Unless you're going to be working very large sets of data, it won't have a noticeable impact on speed.

Also, creating a set of different indexes the way you do above is going to scale very poorly for larger data sets. Just calculating the times for doing a difference using CollectionUtils.subtract() vs your set creation code shows the scaling problems (arrays filled with random Integers):

array1.length = 1000
array2.length = 1000
diff.size() = 530
elapsed ms for calculating diff = 39
set creation ms = 7

array1.length = 10000
array2.length = 10000
diff.size() = 5182
elapsed ms for calculating diff = 47
set creation ms = 519

array1.length = 50000
array2.length = 50000
diff.size() = 26140
elapsed ms for calculating diff = 101
set creation ms = 12857

array1.length = 1000000
array2.length = 1000000
diff.size() = 524142
elapsed ms for calculating diff = 1167
(didn't bother to wait for the program to finish)

As you can see, doing a double loop to compare every element scales quite poorly, and that's not even counting the subtraction you'll have to do afterwards.

EDIT updated to reflect changes in the question

Answer 2

If you're worried about performance, definitely do not use any list or collection classes. They are notorious for re-allocating arrays frequently as they need more capacity, which is a very slow operation.

Unfortunately, I don't know how you create/fill the set of indices. If it is possible for you to have your set in an array as well and generate it in such a way that its entries are sorted, you can optimize your code significantly.

If set is fairly long compared to oldArray, do this (this assumes no duplicate entries in set!):

int l = oldArray.length; // Cache length (some compilers might do this for you)
for (int i=0, j=0, k=0; i<l; i++) {
    if (set[k]==i) {
        k++;
    } else {
        newArr[j++] = oldArray[i];
    }
}

If set is fairly short, do this (this can handle duplicate entries, but set still needs to be sorted):

int o1=0;
int o2=0;
for (int p:set) {
    System.arraycopy(oldArray, o1, newArr, o2, p-o1);
    o1+=p+1;
    o2+=p;
}
System.arraycopy(oldArray, o1, newArray, o2, oldArray.length-o1);

The former avoids function calls and the latter banks on the optimized memory-copy implementation of System.arraycopy(...) (and set can be any sorted Iterable, although an array will be faster).

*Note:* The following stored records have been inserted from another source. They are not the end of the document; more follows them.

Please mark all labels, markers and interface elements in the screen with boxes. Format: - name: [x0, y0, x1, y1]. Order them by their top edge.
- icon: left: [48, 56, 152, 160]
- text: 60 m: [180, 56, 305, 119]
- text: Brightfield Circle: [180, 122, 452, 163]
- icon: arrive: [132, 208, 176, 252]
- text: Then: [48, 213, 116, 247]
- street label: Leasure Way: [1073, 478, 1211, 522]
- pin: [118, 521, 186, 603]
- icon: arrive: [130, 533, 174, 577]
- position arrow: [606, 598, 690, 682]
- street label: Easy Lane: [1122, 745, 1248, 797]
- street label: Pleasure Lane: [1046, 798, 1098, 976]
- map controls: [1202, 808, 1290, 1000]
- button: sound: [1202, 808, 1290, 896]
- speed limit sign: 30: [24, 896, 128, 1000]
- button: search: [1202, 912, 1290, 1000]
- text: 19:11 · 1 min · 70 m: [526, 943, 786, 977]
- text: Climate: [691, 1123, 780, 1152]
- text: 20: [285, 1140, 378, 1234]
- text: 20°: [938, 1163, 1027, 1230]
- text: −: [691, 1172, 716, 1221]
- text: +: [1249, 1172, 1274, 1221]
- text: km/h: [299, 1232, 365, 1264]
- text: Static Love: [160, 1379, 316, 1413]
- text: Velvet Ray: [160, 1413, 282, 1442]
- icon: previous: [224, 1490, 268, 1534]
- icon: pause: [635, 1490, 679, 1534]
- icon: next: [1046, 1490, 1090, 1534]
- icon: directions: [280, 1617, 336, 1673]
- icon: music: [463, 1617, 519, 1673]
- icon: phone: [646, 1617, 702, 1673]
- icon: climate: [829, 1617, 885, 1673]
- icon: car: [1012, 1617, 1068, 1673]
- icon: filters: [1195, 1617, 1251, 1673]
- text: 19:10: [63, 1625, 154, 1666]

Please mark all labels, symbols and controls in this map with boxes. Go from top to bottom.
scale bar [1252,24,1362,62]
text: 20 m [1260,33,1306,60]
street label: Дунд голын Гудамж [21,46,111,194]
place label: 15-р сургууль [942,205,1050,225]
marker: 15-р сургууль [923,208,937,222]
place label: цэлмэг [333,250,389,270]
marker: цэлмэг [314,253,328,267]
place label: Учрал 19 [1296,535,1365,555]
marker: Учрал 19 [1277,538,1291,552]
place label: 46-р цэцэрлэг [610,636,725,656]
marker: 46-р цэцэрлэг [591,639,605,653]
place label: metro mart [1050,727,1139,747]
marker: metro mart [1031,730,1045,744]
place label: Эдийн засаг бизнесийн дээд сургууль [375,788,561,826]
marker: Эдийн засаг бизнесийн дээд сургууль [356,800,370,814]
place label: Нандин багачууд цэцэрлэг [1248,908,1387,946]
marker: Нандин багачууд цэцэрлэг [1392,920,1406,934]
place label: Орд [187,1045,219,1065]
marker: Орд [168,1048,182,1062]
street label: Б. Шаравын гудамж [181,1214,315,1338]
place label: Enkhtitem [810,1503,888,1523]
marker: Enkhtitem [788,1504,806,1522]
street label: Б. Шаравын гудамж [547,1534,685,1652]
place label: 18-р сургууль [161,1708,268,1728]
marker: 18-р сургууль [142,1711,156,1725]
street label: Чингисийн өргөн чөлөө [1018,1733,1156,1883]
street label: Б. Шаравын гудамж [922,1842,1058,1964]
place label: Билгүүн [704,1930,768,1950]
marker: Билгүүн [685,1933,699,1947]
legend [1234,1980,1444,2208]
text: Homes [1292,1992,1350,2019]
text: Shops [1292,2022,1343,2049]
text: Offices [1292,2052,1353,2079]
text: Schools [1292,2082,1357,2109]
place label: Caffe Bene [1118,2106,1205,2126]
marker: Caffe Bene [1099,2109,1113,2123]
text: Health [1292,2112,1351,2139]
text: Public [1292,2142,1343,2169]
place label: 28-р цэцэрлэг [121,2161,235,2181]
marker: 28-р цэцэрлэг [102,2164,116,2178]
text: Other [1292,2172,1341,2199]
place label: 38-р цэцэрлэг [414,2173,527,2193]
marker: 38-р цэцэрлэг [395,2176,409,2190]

Which one is faster will depend on the exact sizes of your arrays and which system (CPU, JVM) you use.

If set is not sorted, you can either use your approach (debugged, of course) or you can sort it first and then use one of the approaches here. Again, which one will give you better performance will depend on the size of set and your system.

Answer 3

This piece of code is doing it for me. Thanks @ Patricia Shanahan

         int j = 0, i = 0;
         while( j < newArr.length && i < oldArray.length){

           if(commonSet.contains(i)){
                i++;
               }
           else{
               diffArray[j] = arrayOne[i];
               j++;
               i++;
             }
          }